This is the way I learned it:

3 branches of government and each is a check and balance on the other;

Branch #1

congress is made of 2 houses

why?

well when the US was itty bitty we had a bunch of itty bitty states (NE States), then we started to get great big states. So to make everyone happy and equal we split the diff, you get two senators for your state in one house and a representative for the population of your area in your state in the other house.

By the way, I personally disagree with this now. It was meant so that a person from a region would travel to Washington and vote how the region wanted. We all know that is no longer the case.

Congress drafts bills and sends them to president to get signed. Once signed it is now a law of the land.

Branch #2

The President

He looks at bills that are sent to him and decides if this is good or bad. If good he signs, if bad he vetoes and sends back to Congress. Congress can FU to Pres and overturn his veto if 2/3 agree


Branch #3

The Supreme Court

In my opinion the only branch that should be non political, non regional, non anything....
Their only job is to make sure that laws that come from the other branches, agree with the constitution.

This is no longer the case, now the Supreme Court and the President make more laws than Congress.

I am not eloquent, so I found someone to say this better:


https://www.youtube.com/watch?v=tyeJ55o3El0

Androidpk
11-10-2014, 11:45 PM
So what exactly do you need help with?

zzentar
11-11-2014, 12:00 AM
when did president get to make laws? and when did supreme court get to change laws?

Gelston
11-11-2014, 12:06 AM
The Supreme Court doesn't "make" any laws at all. The President doesn't make laws either. He issues executive orders, which have to jive with pre existing laws and, of course, be constitutional.

Androidpk
11-11-2014, 12:09 AM
It has been interpreted, by some, that under article II of the constitution that the president can make executive orders under certain conditions. And the supreme court has always been able to rule a law unconstitutional. That is basically their main function.

zzentar
11-11-2014, 12:13 AM
It has been interpreted, by some, that under article II of the constitution that the president can make executive orders under certain conditions. And the supreme court has always been able to rule a law unconstitutional. That is basically their main function.

Supreme court has only one, 1, job. They are tasked to make sure that laws, passed by congress and signed by the President are in line with the Constitution of the U.S.

Androidpk
11-11-2014, 12:19 AM
Supreme court has only one, 1, job. They are tasked to make sure that laws, passed by congress and signed by the President are in line with the Constitution of the U.S.

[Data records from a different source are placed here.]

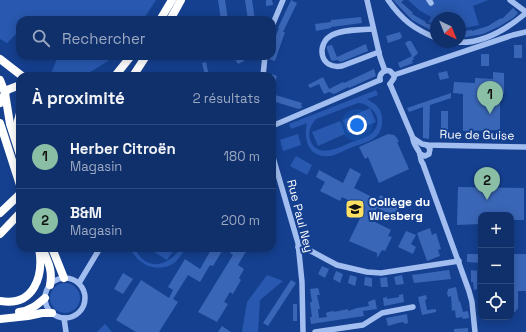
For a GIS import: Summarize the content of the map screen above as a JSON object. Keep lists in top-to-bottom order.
{
  "streets": {
    "street": ["Rue de Guise", "Rue Paul Ney"]
  },
  "places": {
    "school or university": ["Collège du Wiesberg"]
  },
  "north": "bottom right",
  "page": {
    "search": "Rechercher",
    "heading": ["À proximité", "2 résultats"],
    "pins": ["1", "2"],
    "list": [
      {
        "mark": "1",
        "name": "Herber Citroën",
        "note": "Magasin",
        "value": "180 m"
      },
      {
        "mark": "2",
        "name": "B&M",
        "note": "Magasin",
        "value": "200 m"
      }
    ],
    "map_buttons": ["+", "−"]
  }
}
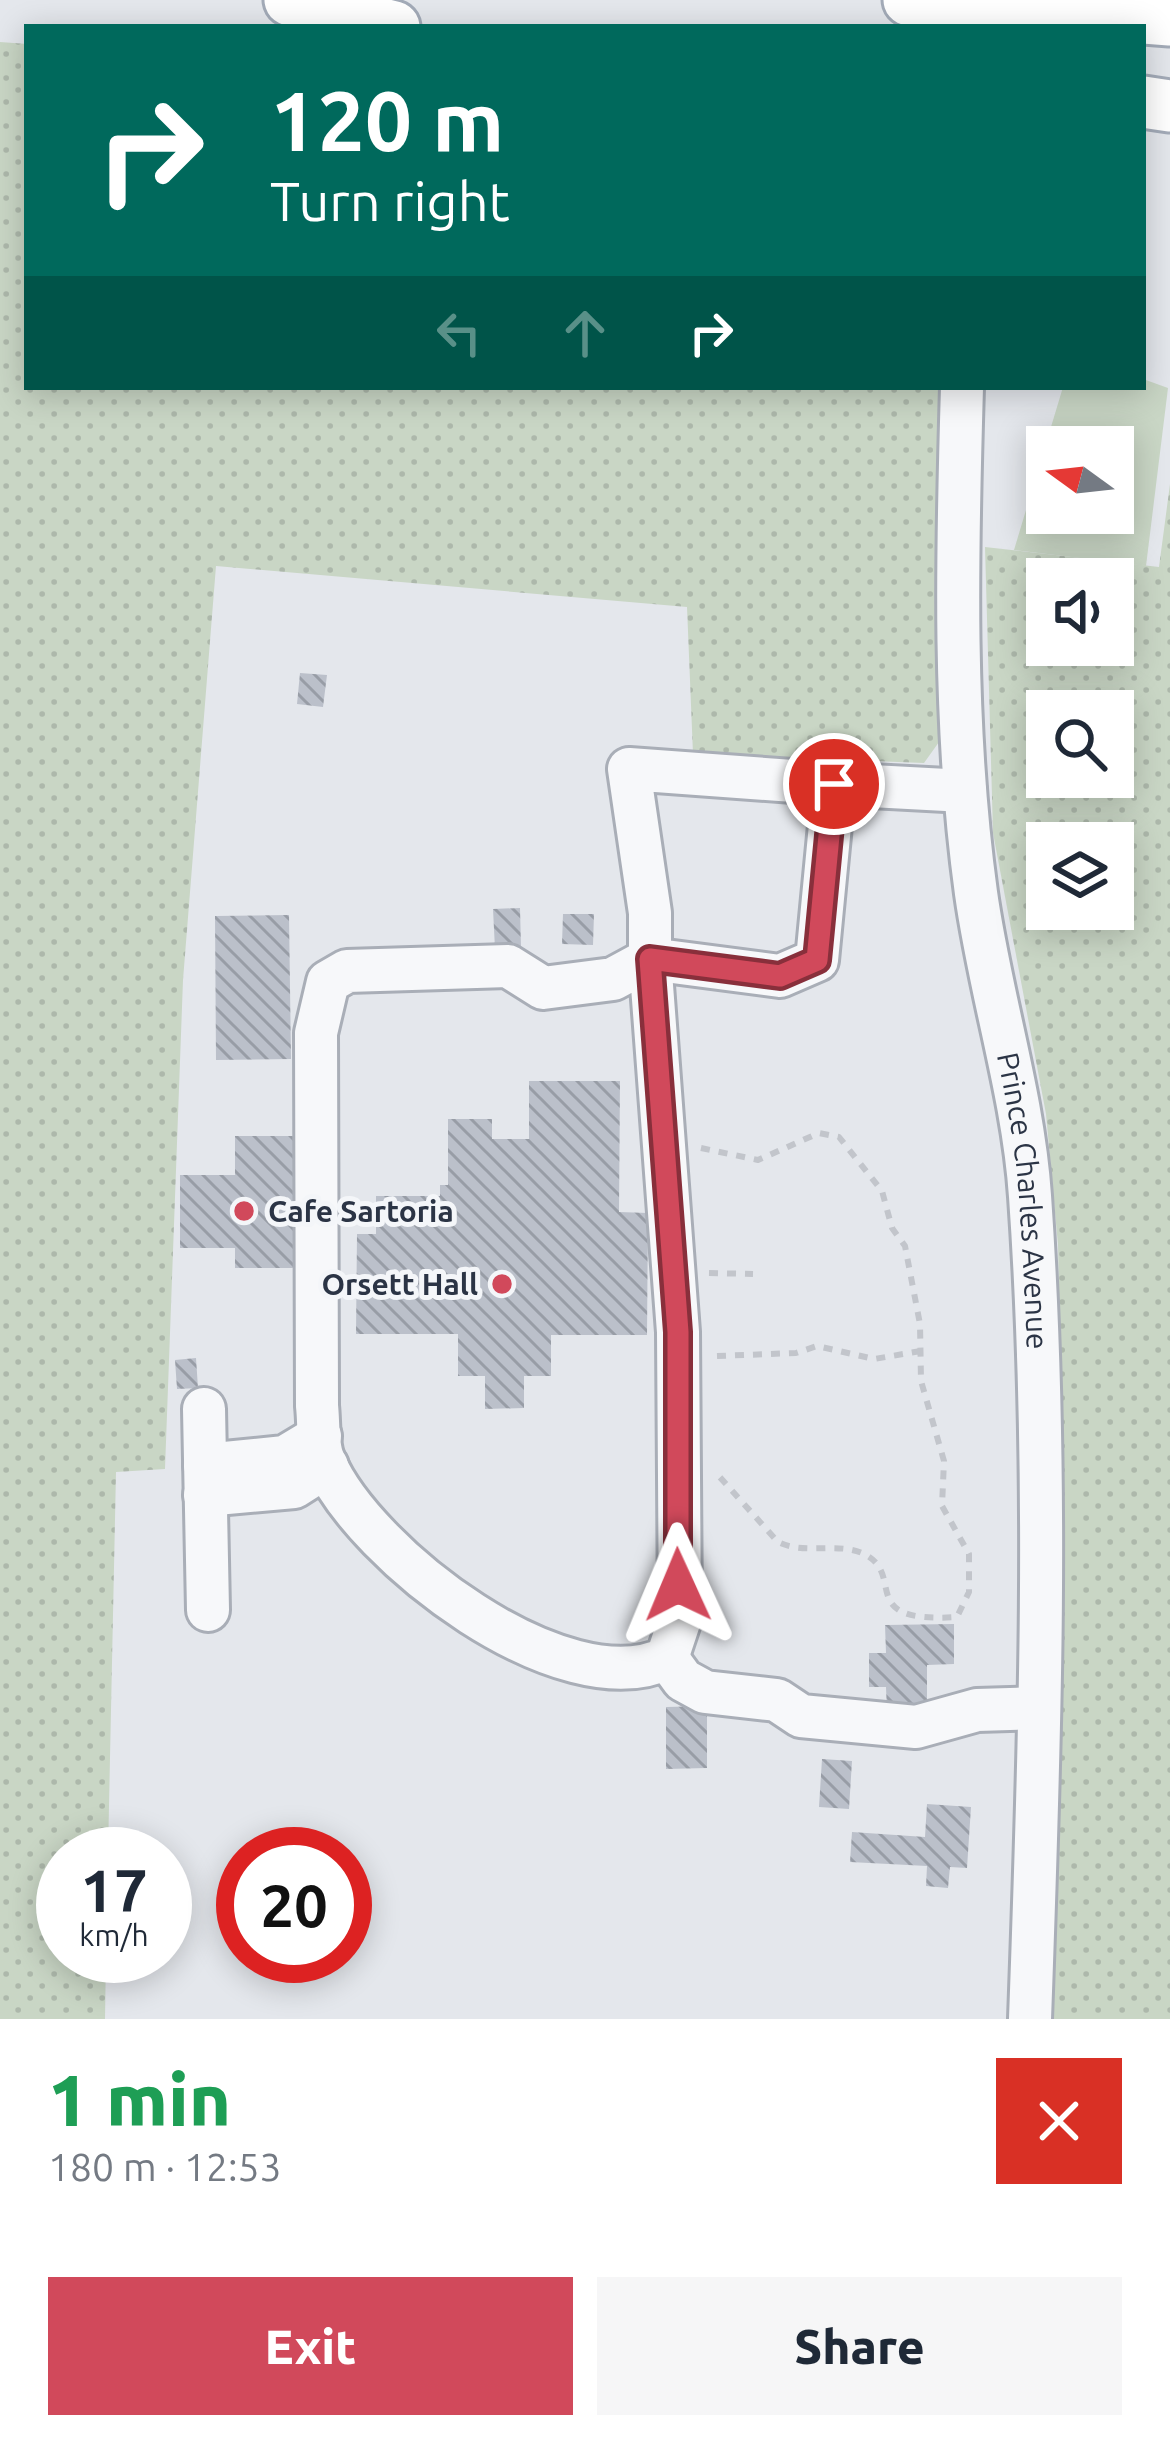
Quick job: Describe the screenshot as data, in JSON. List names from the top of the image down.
{
  "streets": {
    "street": ["Prince Charles Avenue"]
  },
  "places": ["Cafe Sartoria", "Orsett Hall"],
  "north": "left",
  "page": {
    "turn": ["120 m", "Turn right"],
    "speed": "17 km/h",
    "limit": "20",
    "heading": ["1 min", "180 m · 12:53"],
    "buttons": ["Exit", "Share"]
  }
}
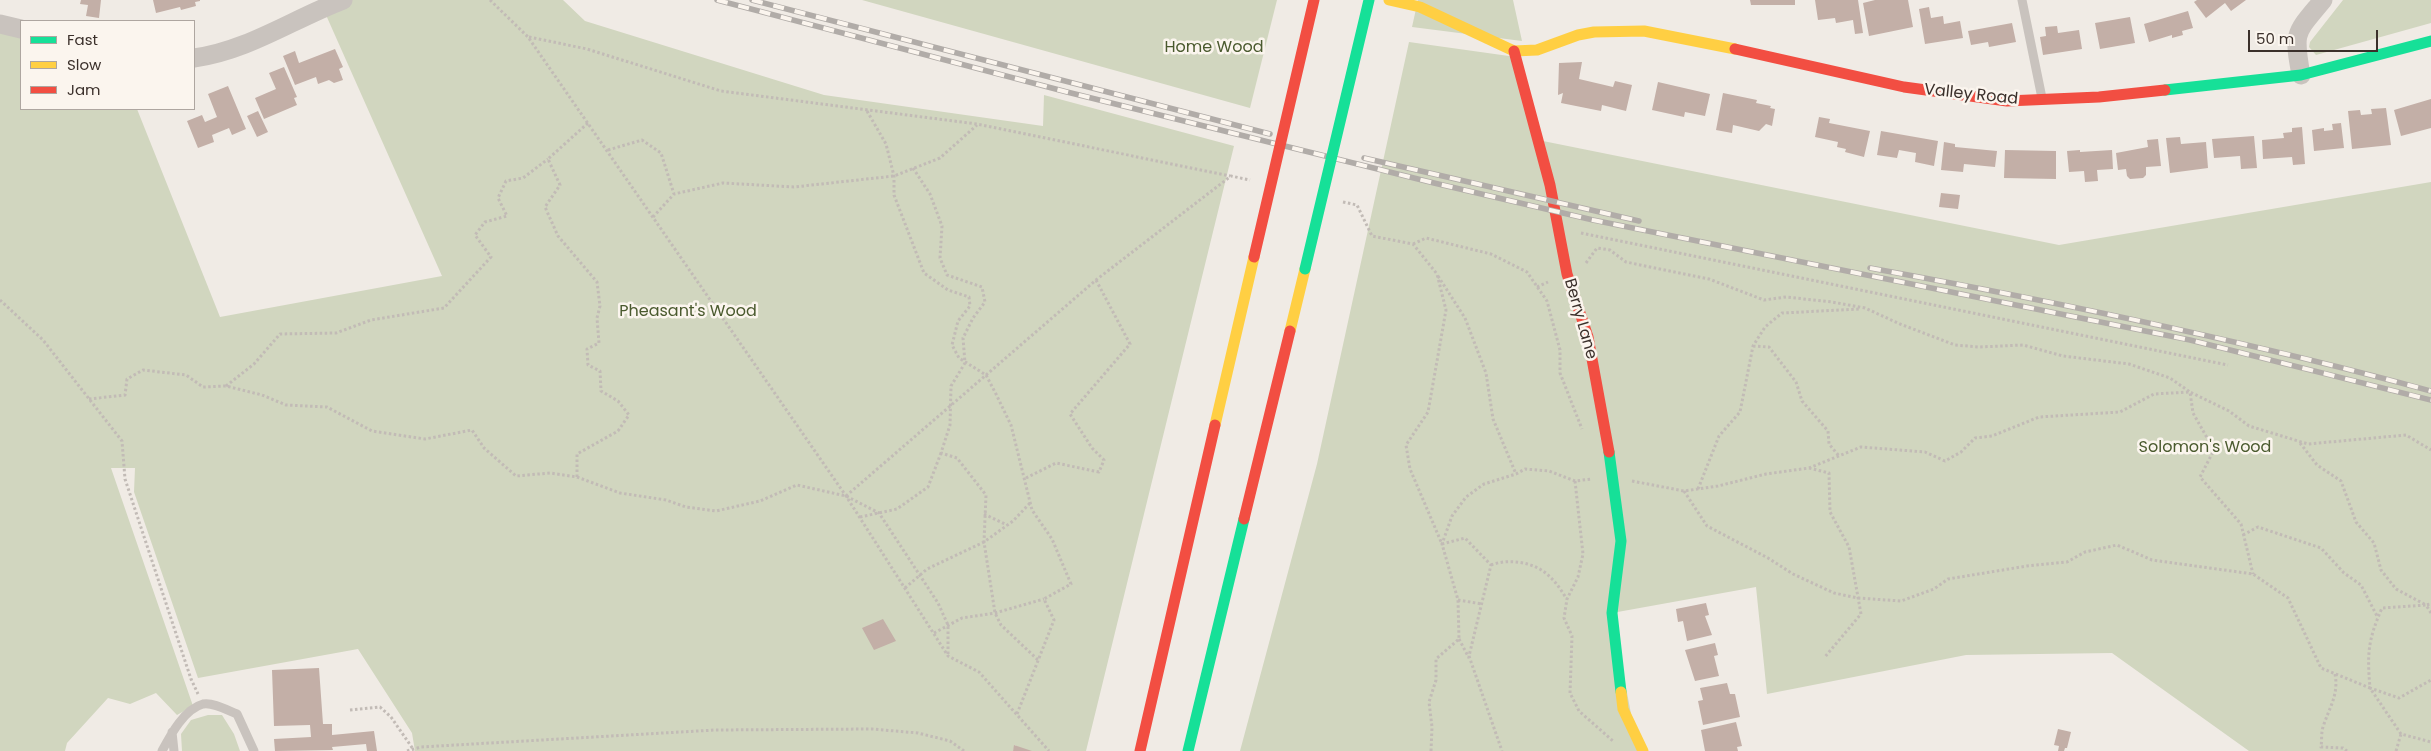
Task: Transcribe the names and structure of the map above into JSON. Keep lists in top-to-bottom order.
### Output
{
  "streets": {
    "main road": ["Valley Road", "Berry Lane"]
  },
  "crossings": [
    ["Valley Road", "Berry Lane"]
  ],
  "parks": ["Home Wood", "Pheasant's Wood", "Solomon's Wood"],
  "legend": ["Fast", "Slow", "Jam"],
  "scale_bar": "50 m"
}
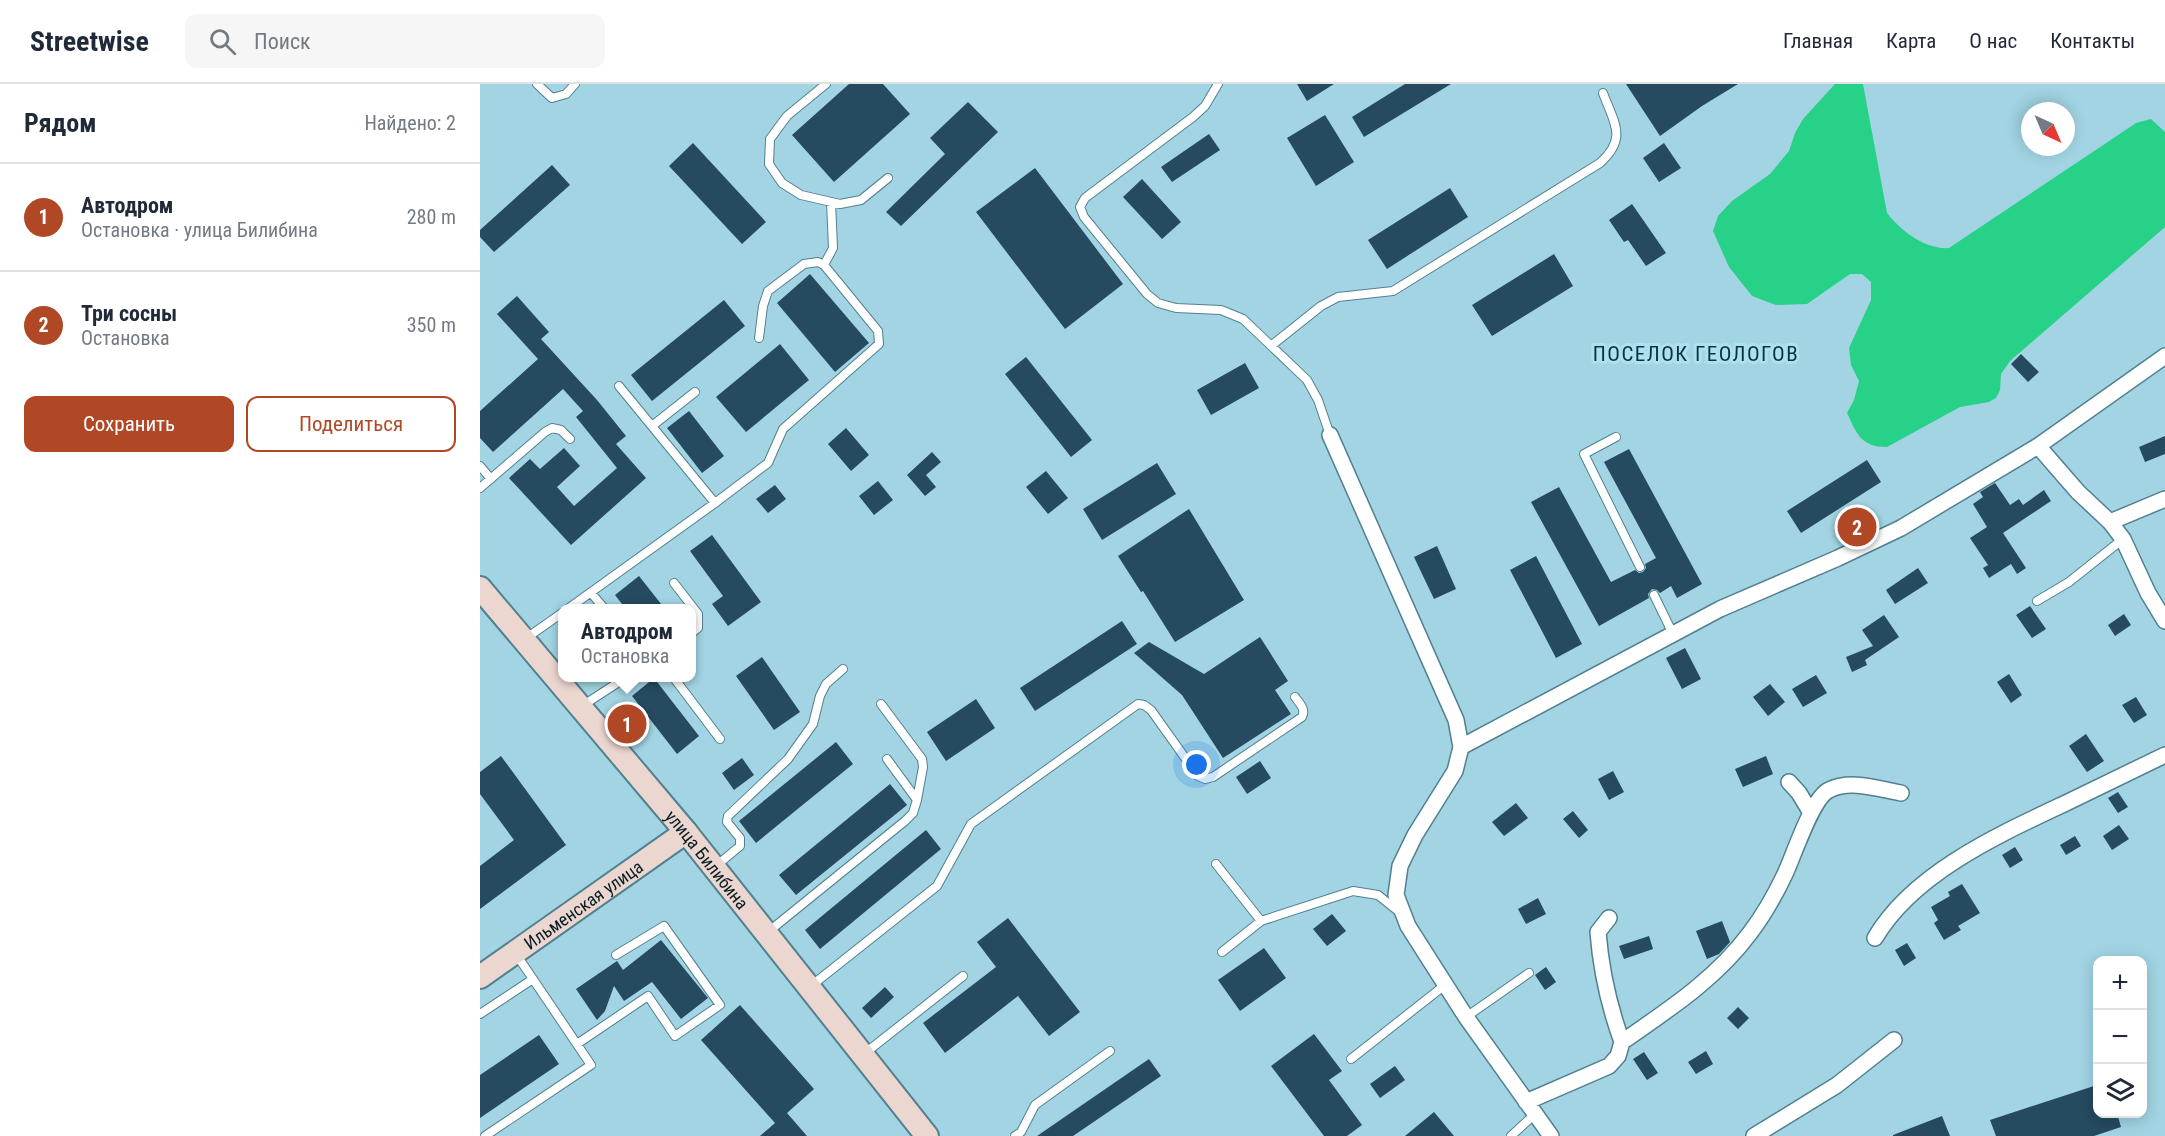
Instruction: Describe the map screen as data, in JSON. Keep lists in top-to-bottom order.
{
  "streets": {
    "main road": ["улица Билибина", "Ильменская улица"]
  },
  "crossings": [
    ["улица Билибина", "Ильменская улица"]
  ],
  "districts": ["ПОСЕЛОК ГЕОЛОГОВ"],
  "north": "bottom right",
  "page": {
    "header": "Streetwise",
    "search": "Поиск",
    "nav": [
      "Главная",
      "Карта",
      "О нас",
      "Контакты"
    ],
    "heading": ["Рядом", "Найдено: 2"],
    "list": [
      {
        "mark": "1",
        "name": "Автодром",
        "note": "Остановка · улица Билибина",
        "value": "280 m"
      },
      {
        "mark": "2",
        "name": "Три сосны",
        "note": "Остановка",
        "value": "350 m"
      }
    ],
    "buttons": ["Сохранить", "Поделиться"],
    "pins": ["2", "1"],
    "popup": ["Автодром", "Остановка"],
    "map_buttons": ["+", "−"]
  }
}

Not just that. They also check the constitutionality of presidential actions as well as state laws.

Warriorbird
11-11-2014, 12:23 AM
Judicial review has existed since Marbury vs. Madison. Without it the Court would not be an equal branch of government. Our America would not be our America and might not exist.

zzentar
11-11-2014, 12:28 AM
As I said I am no scholar but I think I said this but maybe not so well:

The supreme court has this job and this job only;

Judicial review is the doctrine under which legislative and executive actions are subject to review by the judiciary. A court with judicial review power may invalidate government laws and decisions that are incompatible with a higher authority, such as the terms of a written constitution.

Warriorbird
11-11-2014, 12:35 AM
As I said I am no scholar but I think I said this but maybe not so well:

The supreme court has this job and this job only;

Judicial review is the doctrine under which legislative and executive actions are subject to review by the judiciary. A court with judicial review power may invalidate government laws and decisions that are incompatible with a higher authority, such as the terms of a written constitution.

The court's power is to interpret the law. If you defang the court like you want you work to destroy the very fabric of our nation and undermine the rule of law.

If activist judges bother you, vote in Presidents who won't appoint them.

In your eyes I'm sure Marshall would be an activist too, the very Judge who got the Court this power. Judges have had political parties from the beginning as well.

Gelston
11-11-2014, 12:47 AM
Hell, I'd say I trust in the Judicial branch more than the other two by a long shot.

Androidpk
11-11-2014, 12:57 AM
Rule of law has already been undermined in this country.

Haldrik
11-11-2014, 02:58 AM
The alternative to judicial review is the civil code found in Europe and Louisiana. They have no precedent and rule soley based on the laws. But I believe they are trying to add some precedent tools. (Note this is not the only difference, but its a major one.)

The President can also make laws besides executive orders which is generally coined "Administrative Law." Administrative law exists because Congress passed legislation which set up agencies under the presidents control.

There are valid arguments that this type of rule making is unconstitutional and should be stricken because all law making is supposed to come from Congress. However, this will never be overturned because it would literally unravel the entire political structure of our government. It would take something akin to a civil war for something this massive to occur.

Parkbandit
11-11-2014, 07:47 AM
Hell, I'd say I trust in the Judicial branch more than the other two by a long shot.

That's only because it currently slants slightly right. Imagine if 2 of the more conservative justices were to leave and replaced with far left ones. I doubt you would trust the Court as much as you do currently.

crb
11-11-2014, 10:53 AM
The Supreme Court doesn't "make" any laws at all. The President doesn't make laws either. He issues executive orders, which have to jive with pre existing laws and, of course, be constitutional.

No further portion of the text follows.